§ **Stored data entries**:
================

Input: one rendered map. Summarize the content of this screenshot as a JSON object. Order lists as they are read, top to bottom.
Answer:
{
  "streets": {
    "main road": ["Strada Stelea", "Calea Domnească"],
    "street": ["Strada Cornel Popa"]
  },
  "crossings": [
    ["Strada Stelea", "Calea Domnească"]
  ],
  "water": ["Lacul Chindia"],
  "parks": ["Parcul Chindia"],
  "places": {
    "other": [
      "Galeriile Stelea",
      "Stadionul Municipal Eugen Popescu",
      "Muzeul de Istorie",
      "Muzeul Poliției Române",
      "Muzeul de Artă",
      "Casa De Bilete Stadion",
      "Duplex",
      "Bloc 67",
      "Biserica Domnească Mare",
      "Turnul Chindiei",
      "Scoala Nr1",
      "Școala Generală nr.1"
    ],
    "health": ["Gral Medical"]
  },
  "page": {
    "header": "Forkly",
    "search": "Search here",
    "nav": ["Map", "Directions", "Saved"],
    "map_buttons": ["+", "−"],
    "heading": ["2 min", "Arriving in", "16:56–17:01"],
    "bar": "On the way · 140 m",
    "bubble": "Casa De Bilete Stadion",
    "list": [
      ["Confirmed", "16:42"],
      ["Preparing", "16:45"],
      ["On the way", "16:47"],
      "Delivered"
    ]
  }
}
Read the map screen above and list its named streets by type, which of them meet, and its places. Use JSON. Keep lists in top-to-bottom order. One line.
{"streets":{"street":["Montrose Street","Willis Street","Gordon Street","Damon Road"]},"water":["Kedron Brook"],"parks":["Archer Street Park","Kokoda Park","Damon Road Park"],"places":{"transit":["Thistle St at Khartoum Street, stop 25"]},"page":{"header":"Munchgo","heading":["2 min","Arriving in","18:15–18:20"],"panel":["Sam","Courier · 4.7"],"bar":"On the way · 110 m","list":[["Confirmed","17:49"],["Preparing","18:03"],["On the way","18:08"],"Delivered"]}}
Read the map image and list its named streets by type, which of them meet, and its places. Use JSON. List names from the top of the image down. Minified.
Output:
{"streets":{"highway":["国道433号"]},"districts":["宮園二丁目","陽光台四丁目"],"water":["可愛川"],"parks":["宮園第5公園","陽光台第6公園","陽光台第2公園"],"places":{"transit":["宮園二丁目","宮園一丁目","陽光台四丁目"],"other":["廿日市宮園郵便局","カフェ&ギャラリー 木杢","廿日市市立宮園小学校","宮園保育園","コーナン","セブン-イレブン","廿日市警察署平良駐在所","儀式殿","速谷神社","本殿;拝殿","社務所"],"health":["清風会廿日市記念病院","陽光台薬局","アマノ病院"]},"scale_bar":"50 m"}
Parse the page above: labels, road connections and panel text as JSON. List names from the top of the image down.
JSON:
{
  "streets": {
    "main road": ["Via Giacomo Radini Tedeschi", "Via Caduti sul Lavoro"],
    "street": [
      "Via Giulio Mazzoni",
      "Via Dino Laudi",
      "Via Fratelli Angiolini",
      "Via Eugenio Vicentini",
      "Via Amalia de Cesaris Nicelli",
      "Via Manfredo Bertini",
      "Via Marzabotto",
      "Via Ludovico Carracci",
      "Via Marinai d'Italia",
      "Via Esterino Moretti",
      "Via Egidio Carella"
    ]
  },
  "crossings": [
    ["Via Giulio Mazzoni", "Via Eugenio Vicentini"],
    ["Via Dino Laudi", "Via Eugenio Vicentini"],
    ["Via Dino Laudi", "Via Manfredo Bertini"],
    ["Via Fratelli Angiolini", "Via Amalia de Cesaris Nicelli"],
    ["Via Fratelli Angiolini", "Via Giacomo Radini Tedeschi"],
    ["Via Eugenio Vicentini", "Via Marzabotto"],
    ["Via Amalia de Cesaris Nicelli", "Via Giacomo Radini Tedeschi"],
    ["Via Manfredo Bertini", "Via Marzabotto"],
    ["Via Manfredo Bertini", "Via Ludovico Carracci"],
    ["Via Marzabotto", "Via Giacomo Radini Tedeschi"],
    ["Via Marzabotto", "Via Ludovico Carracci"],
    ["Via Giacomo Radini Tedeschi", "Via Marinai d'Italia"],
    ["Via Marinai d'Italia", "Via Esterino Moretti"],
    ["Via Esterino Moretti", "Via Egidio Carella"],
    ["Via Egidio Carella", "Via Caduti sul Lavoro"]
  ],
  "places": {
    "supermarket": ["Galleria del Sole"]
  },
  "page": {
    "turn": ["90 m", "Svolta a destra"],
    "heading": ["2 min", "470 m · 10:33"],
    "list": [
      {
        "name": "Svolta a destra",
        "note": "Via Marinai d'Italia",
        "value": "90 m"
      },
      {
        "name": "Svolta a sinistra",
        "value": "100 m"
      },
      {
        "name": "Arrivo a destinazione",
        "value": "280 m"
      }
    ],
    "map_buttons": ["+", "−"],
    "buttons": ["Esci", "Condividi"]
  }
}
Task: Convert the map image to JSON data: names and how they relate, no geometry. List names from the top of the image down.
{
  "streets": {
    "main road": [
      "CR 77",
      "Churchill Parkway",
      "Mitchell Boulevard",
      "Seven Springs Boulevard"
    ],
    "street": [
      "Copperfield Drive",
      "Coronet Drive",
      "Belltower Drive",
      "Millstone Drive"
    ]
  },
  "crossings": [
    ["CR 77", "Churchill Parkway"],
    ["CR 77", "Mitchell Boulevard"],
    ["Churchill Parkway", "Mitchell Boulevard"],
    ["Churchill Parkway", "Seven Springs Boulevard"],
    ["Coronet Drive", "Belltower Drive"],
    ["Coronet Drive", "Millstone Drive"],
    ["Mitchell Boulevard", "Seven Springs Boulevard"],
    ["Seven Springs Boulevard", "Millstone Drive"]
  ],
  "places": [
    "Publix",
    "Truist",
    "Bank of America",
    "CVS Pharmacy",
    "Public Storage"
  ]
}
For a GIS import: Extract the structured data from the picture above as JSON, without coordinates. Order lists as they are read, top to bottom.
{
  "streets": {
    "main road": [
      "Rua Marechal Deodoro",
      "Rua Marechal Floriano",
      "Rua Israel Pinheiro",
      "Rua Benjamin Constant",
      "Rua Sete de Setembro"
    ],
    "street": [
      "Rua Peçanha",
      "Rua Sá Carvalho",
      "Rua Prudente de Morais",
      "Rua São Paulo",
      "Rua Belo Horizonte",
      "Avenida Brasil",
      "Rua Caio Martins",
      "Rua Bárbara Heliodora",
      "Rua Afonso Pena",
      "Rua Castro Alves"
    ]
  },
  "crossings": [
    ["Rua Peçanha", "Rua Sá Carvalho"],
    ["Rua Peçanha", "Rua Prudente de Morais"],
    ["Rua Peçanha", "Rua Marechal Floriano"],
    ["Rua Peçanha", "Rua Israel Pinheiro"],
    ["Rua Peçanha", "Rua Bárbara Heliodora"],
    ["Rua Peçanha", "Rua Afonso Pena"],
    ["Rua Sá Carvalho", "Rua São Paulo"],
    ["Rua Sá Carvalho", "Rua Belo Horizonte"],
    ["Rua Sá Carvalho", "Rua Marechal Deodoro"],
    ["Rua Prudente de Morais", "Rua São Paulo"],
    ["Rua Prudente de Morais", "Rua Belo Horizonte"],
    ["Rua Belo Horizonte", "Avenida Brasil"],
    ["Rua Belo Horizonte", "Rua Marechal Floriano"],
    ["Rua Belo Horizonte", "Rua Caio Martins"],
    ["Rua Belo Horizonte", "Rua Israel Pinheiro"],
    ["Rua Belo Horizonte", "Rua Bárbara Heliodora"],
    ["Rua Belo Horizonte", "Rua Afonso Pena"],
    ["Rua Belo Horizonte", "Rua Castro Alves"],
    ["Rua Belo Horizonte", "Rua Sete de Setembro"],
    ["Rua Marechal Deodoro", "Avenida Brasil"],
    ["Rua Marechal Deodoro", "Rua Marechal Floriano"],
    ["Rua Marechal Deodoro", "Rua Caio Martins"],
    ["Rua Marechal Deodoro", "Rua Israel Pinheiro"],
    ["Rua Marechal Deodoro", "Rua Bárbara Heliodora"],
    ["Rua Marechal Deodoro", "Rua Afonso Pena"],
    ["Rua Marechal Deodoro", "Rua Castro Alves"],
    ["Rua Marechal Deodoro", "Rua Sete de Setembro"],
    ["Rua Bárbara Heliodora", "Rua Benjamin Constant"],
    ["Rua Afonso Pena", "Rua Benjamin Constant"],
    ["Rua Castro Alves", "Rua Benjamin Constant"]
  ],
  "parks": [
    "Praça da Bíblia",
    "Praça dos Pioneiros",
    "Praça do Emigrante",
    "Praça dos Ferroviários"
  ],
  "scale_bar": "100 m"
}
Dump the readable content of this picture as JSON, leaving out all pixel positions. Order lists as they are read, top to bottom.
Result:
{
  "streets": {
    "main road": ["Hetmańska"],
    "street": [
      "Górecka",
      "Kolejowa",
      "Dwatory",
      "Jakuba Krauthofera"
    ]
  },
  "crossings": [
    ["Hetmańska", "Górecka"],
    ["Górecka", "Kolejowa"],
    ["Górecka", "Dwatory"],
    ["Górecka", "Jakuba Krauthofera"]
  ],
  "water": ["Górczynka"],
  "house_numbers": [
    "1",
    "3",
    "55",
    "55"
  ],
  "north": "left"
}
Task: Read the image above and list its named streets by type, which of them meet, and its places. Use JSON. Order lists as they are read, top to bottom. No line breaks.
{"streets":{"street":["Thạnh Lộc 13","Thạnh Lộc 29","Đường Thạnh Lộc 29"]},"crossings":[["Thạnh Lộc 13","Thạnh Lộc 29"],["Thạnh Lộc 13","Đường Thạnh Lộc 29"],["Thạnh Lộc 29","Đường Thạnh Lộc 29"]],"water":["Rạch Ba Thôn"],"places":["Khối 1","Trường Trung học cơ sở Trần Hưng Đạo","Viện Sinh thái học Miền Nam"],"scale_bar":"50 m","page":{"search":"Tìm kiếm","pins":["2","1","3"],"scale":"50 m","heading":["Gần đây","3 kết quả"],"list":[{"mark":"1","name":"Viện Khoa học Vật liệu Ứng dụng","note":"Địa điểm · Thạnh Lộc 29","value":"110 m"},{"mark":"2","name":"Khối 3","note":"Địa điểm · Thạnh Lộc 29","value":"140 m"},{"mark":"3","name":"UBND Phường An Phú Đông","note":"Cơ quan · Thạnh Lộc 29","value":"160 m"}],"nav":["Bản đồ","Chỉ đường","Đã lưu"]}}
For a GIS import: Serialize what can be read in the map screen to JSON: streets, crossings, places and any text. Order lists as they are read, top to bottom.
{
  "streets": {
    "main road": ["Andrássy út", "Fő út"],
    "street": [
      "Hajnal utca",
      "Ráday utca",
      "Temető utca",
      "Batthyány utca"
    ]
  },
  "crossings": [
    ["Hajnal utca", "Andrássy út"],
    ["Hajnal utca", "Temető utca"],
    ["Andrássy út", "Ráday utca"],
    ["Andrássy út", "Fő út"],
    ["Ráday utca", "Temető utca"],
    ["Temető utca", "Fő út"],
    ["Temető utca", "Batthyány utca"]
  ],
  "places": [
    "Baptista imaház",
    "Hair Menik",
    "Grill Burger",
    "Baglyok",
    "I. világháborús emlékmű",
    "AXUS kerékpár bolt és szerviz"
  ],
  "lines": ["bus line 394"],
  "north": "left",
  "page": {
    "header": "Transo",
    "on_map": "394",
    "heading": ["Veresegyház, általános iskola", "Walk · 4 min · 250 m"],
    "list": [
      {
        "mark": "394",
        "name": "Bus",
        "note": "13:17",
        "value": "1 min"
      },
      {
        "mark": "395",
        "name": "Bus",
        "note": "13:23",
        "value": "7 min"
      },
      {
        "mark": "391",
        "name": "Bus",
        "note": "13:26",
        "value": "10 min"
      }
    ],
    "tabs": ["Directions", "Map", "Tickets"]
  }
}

================

§ **WHAT YOU ARE ASKED TO DO**: Copy every line of the data above in which the string "main" appears.

§ **ANSWER TO THE EXERCISE**:
    "main road": ["Strada Stelea", "Calea Domnească"],
    "main road": ["Via Giacomo Radini Tedeschi", "Via Caduti sul Lavoro"],
    "main road": [
    "main road": [
    "main road": ["Hetmańska"],
    "main road": ["Andrássy út", "Fő út"],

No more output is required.